### WHAT TO DO
The job is to find each line in the entries holding the string "hidden" and copy that line.

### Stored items
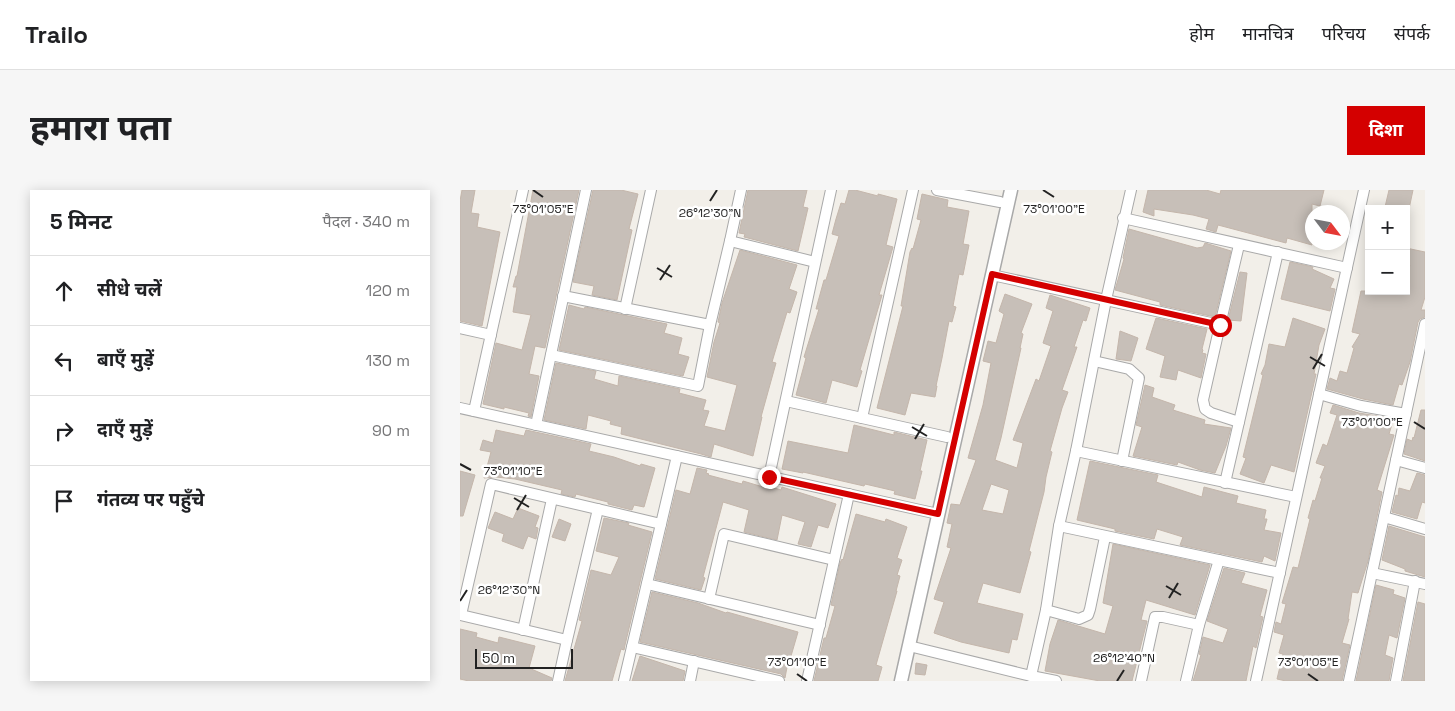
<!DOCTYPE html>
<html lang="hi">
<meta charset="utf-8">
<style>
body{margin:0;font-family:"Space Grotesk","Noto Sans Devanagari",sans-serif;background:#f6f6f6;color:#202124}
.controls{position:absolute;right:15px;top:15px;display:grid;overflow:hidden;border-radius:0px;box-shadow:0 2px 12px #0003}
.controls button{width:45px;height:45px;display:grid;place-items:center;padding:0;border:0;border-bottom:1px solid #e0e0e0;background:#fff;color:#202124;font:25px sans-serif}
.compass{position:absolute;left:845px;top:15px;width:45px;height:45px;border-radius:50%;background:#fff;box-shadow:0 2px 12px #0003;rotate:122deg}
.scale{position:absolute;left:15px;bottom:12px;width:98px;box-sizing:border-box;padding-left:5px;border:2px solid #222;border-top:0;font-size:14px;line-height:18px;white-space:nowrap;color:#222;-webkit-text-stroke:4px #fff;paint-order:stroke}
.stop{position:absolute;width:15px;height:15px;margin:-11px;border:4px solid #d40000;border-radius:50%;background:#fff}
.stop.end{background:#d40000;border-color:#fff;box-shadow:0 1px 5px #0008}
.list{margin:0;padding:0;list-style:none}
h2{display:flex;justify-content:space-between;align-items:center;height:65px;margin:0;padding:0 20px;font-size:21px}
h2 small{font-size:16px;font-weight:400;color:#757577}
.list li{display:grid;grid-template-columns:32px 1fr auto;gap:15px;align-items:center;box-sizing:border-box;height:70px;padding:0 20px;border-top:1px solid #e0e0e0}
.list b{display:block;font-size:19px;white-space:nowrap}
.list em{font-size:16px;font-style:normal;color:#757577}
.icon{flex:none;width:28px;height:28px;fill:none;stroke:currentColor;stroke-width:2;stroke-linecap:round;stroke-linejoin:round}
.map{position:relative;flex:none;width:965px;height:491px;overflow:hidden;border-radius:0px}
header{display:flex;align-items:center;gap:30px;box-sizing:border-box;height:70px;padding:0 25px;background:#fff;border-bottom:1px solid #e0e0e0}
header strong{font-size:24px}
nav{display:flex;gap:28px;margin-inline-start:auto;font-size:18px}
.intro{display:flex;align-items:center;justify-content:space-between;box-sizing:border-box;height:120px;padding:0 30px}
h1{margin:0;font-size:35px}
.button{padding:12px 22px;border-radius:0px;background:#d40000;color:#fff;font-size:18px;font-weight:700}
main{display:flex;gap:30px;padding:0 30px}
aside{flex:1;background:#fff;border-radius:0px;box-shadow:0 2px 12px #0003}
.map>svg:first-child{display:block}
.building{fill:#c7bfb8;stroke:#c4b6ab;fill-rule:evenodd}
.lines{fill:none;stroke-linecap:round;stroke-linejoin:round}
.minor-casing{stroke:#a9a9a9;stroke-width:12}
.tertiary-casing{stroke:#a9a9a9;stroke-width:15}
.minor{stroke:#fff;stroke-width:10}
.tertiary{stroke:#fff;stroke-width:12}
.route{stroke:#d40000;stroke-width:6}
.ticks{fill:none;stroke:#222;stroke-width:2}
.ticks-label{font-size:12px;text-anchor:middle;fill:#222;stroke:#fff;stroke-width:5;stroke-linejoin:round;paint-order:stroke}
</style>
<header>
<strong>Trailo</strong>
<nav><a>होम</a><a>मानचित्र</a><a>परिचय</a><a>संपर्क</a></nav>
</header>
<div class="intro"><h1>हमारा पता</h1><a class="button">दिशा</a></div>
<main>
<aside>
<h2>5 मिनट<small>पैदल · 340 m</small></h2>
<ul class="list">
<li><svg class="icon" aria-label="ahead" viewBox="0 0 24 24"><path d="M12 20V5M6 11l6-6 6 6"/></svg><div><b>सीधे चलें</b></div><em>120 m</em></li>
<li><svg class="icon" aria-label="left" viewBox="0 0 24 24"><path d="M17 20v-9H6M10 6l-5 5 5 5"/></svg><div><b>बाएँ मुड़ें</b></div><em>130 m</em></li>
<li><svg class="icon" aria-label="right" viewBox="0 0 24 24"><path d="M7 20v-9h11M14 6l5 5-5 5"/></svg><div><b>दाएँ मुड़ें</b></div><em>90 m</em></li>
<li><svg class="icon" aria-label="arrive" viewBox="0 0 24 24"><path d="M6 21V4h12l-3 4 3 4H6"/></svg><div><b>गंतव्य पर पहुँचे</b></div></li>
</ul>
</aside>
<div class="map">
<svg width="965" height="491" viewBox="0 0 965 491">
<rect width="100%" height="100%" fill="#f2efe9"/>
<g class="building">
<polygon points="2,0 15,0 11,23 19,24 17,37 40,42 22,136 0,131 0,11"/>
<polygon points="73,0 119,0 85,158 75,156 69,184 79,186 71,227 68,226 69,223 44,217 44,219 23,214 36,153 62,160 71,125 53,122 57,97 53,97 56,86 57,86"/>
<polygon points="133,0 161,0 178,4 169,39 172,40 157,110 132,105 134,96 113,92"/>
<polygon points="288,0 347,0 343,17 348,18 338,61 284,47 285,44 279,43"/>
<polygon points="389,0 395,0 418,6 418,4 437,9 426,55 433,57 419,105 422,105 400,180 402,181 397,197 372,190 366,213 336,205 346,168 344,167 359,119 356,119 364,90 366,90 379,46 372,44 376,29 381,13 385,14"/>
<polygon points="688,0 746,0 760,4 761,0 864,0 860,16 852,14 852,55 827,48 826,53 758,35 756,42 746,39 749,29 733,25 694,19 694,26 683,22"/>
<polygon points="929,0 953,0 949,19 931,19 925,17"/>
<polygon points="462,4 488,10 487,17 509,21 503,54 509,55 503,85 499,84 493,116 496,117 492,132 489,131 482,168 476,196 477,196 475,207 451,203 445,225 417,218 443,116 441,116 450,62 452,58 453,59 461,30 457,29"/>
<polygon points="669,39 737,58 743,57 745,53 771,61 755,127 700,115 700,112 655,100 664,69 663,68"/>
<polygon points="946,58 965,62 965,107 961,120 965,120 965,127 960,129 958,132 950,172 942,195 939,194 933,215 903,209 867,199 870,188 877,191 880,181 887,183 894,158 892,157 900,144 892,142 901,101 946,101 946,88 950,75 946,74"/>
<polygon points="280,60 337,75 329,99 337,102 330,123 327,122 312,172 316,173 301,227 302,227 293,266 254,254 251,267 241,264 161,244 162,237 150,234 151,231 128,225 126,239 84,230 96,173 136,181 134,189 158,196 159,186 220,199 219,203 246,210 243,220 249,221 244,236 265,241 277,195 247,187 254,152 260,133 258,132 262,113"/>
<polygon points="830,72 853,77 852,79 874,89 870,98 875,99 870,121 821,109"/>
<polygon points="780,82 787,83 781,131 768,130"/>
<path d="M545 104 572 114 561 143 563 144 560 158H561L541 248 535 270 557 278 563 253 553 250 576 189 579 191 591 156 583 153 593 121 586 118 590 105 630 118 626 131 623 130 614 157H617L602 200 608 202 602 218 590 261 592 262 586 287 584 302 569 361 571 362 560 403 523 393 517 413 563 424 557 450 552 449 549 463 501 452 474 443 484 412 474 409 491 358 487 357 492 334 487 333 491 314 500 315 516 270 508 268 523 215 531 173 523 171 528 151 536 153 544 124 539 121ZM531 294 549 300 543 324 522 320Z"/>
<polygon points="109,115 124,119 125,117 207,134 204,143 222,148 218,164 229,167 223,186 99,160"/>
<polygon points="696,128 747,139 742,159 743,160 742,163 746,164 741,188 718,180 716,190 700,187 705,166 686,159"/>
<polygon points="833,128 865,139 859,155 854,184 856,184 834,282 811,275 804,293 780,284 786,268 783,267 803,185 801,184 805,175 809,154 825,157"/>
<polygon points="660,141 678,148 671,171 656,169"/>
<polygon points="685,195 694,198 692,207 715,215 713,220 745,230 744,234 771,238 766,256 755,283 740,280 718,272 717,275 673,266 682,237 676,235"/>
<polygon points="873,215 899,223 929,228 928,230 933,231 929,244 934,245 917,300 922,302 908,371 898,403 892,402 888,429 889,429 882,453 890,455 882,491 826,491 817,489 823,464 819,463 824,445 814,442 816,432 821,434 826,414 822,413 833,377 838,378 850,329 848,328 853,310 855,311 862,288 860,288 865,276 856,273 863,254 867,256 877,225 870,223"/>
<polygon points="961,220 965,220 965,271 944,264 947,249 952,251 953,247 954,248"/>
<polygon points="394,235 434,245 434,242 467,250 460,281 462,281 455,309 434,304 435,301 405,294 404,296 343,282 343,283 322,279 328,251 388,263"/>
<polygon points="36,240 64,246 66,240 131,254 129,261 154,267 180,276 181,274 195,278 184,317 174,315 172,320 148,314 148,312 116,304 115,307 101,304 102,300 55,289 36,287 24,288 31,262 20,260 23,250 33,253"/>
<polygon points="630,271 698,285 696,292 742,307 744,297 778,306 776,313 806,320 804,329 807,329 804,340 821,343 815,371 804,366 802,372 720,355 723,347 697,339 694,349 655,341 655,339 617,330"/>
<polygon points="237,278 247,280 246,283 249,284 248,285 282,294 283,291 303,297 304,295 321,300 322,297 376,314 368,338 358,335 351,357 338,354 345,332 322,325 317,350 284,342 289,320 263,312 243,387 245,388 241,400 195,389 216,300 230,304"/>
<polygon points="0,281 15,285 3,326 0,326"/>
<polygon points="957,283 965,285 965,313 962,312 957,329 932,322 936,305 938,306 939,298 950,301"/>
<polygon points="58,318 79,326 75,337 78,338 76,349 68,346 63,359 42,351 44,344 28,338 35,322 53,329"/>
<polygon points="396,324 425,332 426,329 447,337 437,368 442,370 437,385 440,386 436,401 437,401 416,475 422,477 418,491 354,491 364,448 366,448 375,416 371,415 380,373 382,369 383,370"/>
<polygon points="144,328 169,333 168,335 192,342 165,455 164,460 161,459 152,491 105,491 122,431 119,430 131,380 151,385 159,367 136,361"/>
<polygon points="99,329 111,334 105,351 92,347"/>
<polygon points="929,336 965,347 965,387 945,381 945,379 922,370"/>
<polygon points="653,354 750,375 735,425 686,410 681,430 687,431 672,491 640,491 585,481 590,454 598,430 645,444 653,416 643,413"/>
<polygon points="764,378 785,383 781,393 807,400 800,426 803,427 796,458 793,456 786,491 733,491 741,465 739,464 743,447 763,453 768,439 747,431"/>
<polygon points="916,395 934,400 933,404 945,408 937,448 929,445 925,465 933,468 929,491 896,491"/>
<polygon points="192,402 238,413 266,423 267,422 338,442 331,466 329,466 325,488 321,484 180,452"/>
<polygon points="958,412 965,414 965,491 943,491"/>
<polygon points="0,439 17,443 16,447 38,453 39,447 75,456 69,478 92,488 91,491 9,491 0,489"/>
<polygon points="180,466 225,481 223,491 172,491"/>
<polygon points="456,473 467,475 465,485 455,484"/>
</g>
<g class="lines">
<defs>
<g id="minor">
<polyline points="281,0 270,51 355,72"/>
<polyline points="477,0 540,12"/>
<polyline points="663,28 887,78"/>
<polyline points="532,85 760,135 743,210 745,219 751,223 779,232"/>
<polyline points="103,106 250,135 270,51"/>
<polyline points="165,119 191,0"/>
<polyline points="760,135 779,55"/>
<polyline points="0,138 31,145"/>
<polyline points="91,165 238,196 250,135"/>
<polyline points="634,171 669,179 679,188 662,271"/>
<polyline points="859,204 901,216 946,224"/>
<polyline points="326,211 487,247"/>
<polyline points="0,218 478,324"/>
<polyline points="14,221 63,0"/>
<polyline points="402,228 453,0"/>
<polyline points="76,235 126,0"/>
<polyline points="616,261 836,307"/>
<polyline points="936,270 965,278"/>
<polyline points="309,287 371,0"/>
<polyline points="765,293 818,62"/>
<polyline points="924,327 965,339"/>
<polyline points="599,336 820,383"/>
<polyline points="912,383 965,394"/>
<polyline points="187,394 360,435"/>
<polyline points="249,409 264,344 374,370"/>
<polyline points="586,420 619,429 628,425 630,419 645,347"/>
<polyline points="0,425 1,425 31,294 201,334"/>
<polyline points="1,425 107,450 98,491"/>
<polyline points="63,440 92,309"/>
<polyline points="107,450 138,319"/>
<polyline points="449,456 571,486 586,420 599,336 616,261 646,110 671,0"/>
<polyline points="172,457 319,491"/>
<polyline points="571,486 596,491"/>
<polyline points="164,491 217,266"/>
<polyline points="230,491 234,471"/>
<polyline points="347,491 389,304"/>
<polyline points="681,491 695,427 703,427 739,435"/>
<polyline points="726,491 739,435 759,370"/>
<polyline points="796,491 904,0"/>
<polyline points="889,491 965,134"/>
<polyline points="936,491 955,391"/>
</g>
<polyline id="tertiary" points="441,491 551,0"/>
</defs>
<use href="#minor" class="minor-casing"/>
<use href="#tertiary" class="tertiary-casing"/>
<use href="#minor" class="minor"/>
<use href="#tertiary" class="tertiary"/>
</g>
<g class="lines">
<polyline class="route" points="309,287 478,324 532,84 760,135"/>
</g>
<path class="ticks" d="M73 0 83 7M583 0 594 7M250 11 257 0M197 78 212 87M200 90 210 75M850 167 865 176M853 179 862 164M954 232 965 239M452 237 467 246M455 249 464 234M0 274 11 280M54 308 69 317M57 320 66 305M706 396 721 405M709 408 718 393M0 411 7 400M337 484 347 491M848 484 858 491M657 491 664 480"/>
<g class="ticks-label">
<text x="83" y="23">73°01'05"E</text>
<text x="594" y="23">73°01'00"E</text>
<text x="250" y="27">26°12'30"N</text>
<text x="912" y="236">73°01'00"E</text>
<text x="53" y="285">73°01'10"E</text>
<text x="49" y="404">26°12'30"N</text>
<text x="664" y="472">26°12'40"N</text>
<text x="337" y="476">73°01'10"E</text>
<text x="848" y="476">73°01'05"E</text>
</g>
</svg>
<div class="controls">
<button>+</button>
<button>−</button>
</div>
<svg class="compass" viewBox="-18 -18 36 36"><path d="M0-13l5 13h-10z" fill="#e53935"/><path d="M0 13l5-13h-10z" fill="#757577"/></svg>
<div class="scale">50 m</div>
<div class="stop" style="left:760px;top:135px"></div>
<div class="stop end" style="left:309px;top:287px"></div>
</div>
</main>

### EXERCISE RESULT
.controls{position:absolute;right:15px;top:15px;display:grid;overflow:hidden;border-radius:0px;box-shadow:0 2px 12px #0003}
.map{position:relative;flex:none;width:965px;height:491px;overflow:hidden;border-radius:0px}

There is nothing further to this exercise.